Please copy out the entries below exactly, beginning with the line that contains "const g = document.querySelector('canvas').getContext('2d');" and ending with the line that contains "function stroke(path, color, width, dash)", and include nothing outside that span.

----

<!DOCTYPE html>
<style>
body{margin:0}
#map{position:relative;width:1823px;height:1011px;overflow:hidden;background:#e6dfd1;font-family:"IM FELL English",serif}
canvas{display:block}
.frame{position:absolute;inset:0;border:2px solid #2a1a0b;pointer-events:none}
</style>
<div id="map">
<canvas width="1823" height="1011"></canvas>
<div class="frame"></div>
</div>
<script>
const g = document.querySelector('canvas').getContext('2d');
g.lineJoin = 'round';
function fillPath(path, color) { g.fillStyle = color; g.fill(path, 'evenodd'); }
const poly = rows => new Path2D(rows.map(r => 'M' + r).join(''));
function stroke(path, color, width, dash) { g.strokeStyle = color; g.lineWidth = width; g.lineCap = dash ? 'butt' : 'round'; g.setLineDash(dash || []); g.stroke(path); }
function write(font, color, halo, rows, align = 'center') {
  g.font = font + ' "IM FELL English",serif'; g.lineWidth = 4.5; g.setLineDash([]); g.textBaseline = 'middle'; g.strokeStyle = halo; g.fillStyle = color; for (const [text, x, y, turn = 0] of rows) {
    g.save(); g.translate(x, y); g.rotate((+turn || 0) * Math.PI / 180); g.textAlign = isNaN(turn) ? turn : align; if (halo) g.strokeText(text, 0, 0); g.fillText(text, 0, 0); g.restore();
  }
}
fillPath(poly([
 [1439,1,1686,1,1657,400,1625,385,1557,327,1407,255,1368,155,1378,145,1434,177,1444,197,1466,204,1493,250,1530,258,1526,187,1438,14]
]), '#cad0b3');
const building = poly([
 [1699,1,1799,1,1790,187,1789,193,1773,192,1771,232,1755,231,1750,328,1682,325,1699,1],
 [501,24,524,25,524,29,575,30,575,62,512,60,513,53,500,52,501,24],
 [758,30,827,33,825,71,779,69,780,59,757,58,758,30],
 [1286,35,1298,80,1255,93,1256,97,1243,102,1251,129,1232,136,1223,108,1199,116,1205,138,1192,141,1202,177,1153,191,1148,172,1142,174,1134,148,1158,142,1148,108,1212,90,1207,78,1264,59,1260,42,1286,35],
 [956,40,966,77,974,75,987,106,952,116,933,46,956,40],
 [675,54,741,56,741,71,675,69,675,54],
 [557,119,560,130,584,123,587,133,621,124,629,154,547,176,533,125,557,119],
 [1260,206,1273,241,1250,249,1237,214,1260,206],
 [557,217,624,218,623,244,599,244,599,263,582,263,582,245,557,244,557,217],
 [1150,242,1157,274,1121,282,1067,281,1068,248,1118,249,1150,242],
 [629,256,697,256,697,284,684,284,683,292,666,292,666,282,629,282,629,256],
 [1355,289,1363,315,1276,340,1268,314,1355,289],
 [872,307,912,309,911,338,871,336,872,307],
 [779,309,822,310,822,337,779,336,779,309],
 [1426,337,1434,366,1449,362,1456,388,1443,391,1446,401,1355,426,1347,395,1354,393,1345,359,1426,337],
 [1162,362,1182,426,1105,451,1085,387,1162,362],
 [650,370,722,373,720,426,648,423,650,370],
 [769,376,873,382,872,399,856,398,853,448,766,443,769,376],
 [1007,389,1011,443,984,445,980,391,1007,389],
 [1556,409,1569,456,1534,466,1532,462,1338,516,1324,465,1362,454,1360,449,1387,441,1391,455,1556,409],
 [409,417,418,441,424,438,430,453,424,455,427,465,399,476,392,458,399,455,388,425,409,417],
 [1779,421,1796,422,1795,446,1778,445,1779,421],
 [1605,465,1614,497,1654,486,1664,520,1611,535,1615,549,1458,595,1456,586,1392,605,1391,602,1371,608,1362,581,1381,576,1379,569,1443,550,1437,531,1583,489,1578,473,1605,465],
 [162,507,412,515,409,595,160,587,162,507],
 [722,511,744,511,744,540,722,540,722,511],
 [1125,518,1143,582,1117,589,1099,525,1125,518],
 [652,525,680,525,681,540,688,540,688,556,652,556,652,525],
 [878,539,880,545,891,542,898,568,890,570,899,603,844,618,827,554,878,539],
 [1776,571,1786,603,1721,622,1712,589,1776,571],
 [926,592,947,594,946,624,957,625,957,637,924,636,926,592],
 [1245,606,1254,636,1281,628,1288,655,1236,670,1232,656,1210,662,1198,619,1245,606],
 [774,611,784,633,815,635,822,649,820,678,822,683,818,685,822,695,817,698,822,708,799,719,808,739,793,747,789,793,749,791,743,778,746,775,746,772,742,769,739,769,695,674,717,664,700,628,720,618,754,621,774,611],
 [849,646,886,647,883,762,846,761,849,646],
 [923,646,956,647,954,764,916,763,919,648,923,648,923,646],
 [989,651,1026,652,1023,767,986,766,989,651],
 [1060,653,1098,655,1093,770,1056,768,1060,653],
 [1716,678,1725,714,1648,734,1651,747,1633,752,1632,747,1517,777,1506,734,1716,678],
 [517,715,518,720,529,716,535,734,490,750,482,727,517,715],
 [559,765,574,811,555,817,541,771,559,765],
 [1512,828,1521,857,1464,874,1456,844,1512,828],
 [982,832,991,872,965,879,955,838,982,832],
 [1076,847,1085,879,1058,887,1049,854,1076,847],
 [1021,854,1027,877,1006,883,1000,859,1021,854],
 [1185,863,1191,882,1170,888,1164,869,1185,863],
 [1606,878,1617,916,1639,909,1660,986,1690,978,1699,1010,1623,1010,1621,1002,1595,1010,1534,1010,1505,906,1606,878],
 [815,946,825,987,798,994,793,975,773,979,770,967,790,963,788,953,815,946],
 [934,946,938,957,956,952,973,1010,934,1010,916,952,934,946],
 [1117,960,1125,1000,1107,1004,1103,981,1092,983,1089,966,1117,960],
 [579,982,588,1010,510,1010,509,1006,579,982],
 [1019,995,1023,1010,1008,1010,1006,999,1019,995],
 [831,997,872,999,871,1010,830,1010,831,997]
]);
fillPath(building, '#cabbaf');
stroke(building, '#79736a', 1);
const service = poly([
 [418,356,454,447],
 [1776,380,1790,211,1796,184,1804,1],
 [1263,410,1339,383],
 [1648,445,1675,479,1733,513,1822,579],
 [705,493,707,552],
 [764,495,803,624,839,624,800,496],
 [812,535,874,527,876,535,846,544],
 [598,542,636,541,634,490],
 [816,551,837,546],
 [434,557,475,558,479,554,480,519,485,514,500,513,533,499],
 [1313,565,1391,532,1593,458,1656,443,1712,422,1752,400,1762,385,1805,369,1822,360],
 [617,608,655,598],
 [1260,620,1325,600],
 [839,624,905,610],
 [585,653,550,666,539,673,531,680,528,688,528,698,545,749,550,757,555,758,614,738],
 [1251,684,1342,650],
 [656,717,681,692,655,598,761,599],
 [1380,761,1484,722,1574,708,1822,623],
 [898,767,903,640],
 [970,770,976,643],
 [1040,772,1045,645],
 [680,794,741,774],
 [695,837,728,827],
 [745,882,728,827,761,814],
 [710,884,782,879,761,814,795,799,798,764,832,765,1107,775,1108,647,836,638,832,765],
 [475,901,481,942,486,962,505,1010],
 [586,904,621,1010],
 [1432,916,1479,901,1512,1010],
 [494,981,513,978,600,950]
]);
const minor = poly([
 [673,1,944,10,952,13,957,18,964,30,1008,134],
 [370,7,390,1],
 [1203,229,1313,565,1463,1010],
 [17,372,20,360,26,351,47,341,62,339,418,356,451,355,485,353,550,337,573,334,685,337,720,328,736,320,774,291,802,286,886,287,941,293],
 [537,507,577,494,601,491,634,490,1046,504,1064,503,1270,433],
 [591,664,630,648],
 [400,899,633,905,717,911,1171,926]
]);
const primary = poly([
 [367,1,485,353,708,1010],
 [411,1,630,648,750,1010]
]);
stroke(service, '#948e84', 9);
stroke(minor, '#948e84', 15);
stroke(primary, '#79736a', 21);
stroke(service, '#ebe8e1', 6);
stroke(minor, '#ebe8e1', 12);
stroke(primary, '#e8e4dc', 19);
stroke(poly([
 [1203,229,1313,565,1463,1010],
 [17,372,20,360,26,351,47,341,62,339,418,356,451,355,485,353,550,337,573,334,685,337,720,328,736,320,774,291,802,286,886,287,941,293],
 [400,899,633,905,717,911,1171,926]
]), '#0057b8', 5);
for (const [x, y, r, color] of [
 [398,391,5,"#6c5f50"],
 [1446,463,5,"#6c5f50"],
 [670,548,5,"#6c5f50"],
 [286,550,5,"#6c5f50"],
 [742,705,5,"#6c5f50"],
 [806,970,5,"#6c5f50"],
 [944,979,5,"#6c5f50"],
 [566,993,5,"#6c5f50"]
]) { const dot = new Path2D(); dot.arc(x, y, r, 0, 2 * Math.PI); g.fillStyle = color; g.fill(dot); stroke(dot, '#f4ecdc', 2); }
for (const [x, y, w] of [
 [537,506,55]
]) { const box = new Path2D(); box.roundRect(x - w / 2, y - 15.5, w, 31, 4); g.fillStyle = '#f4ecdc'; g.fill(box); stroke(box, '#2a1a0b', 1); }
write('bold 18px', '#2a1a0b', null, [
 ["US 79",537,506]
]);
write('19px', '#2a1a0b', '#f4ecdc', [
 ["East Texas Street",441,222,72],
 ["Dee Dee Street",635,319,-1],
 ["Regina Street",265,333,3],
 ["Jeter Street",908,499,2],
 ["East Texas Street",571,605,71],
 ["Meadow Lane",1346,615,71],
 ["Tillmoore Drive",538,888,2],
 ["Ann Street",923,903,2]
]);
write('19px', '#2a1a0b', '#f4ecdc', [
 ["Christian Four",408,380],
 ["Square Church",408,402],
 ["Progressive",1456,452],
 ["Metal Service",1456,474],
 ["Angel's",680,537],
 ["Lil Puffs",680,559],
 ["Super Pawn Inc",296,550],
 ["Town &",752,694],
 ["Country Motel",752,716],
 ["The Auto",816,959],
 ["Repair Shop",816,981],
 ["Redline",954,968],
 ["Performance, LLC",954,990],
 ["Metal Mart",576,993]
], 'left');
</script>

----

■ **Task solution**:
const g = document.querySelector('canvas').getContext('2d');
g.lineJoin = 'round';
function fillPath(path, color) { g.fillStyle = color; g.fill(path, 'evenodd'); }
const poly = rows => new Path2D(rows.map(r => 'M' + r).join(''));
function stroke(path, color, width, dash) { g.strokeStyle = color; g.lineWidth = width; g.lineCap = dash ? 'butt' : 'round'; g.setLineDash(dash || []); g.stroke(path); }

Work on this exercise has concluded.